General news sites reverse their trend compared to December. Repubblica (-6), Corriere (-6), and ANSA (-20) slip in the rankings after a previous core update that had seen them rise. Bucking the trend on the opposite end, some service platforms and vertical magazines are making a leap: Wired Italia gains 34 positions, the most surprising movement of the rollout, followed by Primevideo (+25), Google Translate (+23), Google Maps (+16), Libero (+15), Mediaworld (+12), and Skyscanner (+11). The overall picture paints a ranking that rewards those with clear objectives and operational services, while downplaying those that rely on generic news coverage.
Winners & Losers of the Update: What the SEOZoom Data Reveals
Let’s delve into the domains to understand who gained and who lost visibility. As is our tradition, we’ve isolated a significant sample of Italian sites that recorded anomalous changes during the period, cross-referencing Zoom Authority (ZA) movements with organic traffic estimates and filtering out seasonal fluctuations as much as possible.
The update also affected sites with high Zoom Authority, though without completely overturning their values. The winners share some recognizable traits: they address clear needs, respond well to vertical or highly identity-driven queries, and have a direct connection to search intent. The clearest losers are concentrated in environments that rely on consultation, definition, or explanation, or in assets that have lost their grip on the queries that historically supported their visibility.
The same principle always applies: when sites with very high Zoom Authority move, even by a single point, it is never a marginal event.
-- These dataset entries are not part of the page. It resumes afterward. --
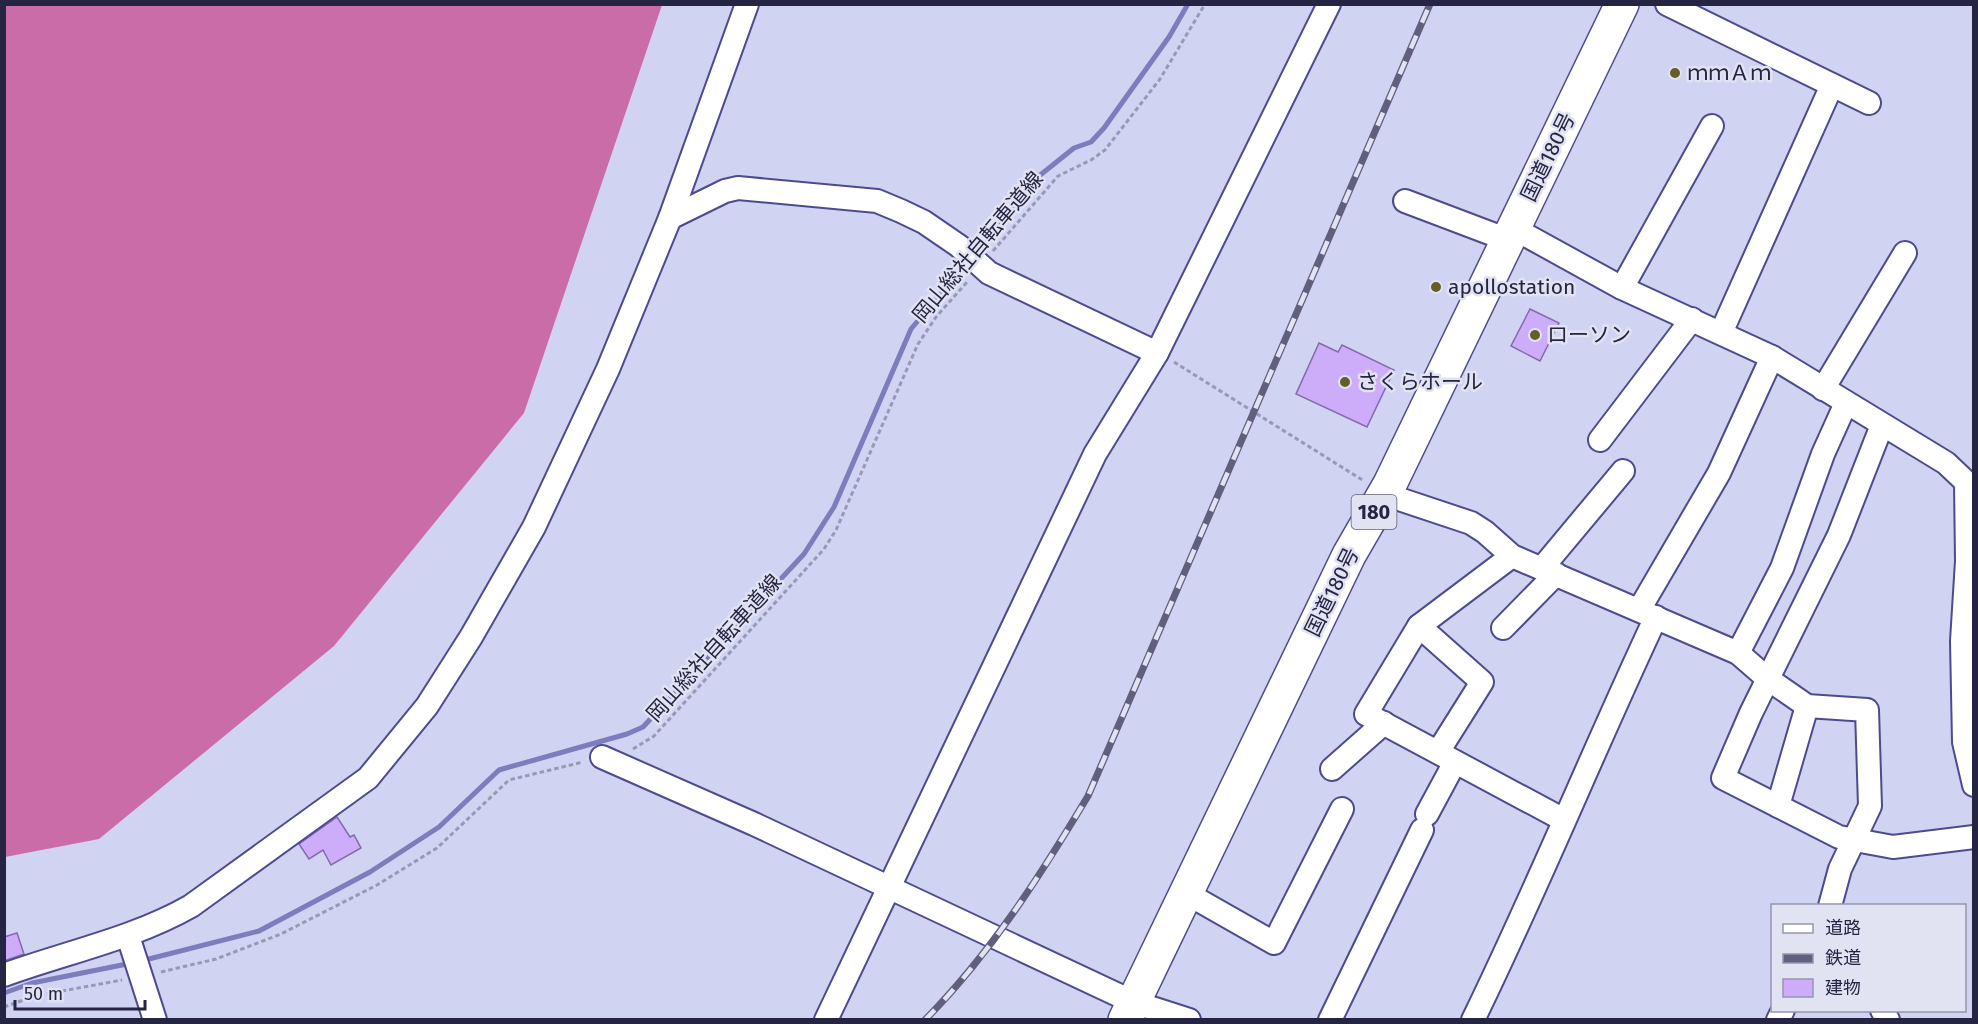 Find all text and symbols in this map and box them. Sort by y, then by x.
place label: ｍｍＡｍ [1687,60,1771,86]
marker: ｍｍＡｍ [1668,66,1682,80]
street label: 国道180号 [1515,108,1581,206]
street label: 岡山総社自転車道線 [907,166,1049,328]
place label: apollostation [1448,274,1575,300]
marker: apollostation [1429,280,1443,294]
place label: ローソン [1547,322,1631,348]
marker: ローソン [1528,328,1542,342]
place label: さくらホール [1357,369,1483,395]
marker: さくらホール [1338,375,1352,389]
road number: 180 [1352,495,1396,529]
street label: 国道180号 [1299,543,1365,641]
street label: 岡山総社自転車道線 [641,569,787,727]
legend [1771,904,1966,1012]
text: 道路 [1825,917,1861,939]
text: 鉄道 [1825,947,1861,969]
scale bar [15,973,146,1011]
text: 建物 [1825,977,1861,999]
text: 50 m [24,983,63,1005]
It is a signal that Google is recalibrating significant balances, and it does so by redistributing space, not by rewarding or punishing in a dramatic way. That is where it is worth looking.
The main sites gaining visibility
Among the winners, signs of net growth, consolidation, or recovery following previous periods of weakness prevail.
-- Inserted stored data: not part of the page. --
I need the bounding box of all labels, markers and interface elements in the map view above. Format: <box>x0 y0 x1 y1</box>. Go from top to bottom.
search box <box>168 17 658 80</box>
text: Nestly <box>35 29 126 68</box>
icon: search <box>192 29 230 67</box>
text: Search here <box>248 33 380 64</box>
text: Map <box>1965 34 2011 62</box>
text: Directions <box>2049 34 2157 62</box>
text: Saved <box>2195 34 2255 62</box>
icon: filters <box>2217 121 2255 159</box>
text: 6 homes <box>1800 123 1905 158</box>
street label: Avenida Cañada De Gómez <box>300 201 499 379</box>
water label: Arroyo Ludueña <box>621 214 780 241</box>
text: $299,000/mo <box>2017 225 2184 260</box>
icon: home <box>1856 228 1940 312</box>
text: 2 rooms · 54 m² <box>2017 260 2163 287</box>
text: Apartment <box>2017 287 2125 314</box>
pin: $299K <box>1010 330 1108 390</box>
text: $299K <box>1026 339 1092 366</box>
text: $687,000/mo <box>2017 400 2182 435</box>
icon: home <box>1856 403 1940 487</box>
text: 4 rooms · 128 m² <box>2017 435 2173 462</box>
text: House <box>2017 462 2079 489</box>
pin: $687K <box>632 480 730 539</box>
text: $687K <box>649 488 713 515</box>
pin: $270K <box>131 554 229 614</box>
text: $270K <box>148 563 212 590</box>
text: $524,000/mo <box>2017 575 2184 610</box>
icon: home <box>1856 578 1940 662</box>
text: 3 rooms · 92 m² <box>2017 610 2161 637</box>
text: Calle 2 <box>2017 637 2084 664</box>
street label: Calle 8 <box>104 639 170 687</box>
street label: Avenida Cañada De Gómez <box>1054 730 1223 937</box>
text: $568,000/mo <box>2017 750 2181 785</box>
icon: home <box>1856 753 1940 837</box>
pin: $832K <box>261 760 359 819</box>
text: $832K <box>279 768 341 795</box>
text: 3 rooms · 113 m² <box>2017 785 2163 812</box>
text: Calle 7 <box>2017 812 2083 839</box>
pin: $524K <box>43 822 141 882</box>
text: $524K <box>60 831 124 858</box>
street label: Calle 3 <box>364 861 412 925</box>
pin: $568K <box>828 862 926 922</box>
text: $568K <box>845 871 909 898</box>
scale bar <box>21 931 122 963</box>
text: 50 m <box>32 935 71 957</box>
Between February 18 and April 15, 2026, estimated traffic rose from 18,473,095 to 25,622,398, a gain of over 7.1 million visits. Keywords in the top 10 grow from 2,274,114 to 2,529,354, while the total number of keywords drops from 8,240,534 to 7,435,130. Zoom Authority rises to 87, gaining 6 points compared to the same period in 2025.
This data should be viewed as a whole: Reddit is increasing the weight of the queries that matter, consolidating its presence in the most lucrative areas of the SERP, and transforming massive coverage into more selective visibility. The comparison with twelve months ago makes the picture even clearer—on March 19, 2025, estimated traffic stood at 7,136,773; today, we’re over 25 million. It was already growing steadily a year ago, but this explosion was perhaps impossible to predict. With SEOZoom, we reported, foresaw, and explained it: Google is increasingly ranking social content and discussion platforms in its SERPs, and Reddit is the most recognizable face of this trend.
- IMDb
Between March 12 and April 9, 2026, estimated traffic rose from 10,128,031 to 12,960,552, an increase of over 2.8 million visits. The number of keywords in the top 10 grows from 525,182 to 534,605, while the total number of keywords rises from 1,692,569 to 1,966,887. The ZA remains unchanged.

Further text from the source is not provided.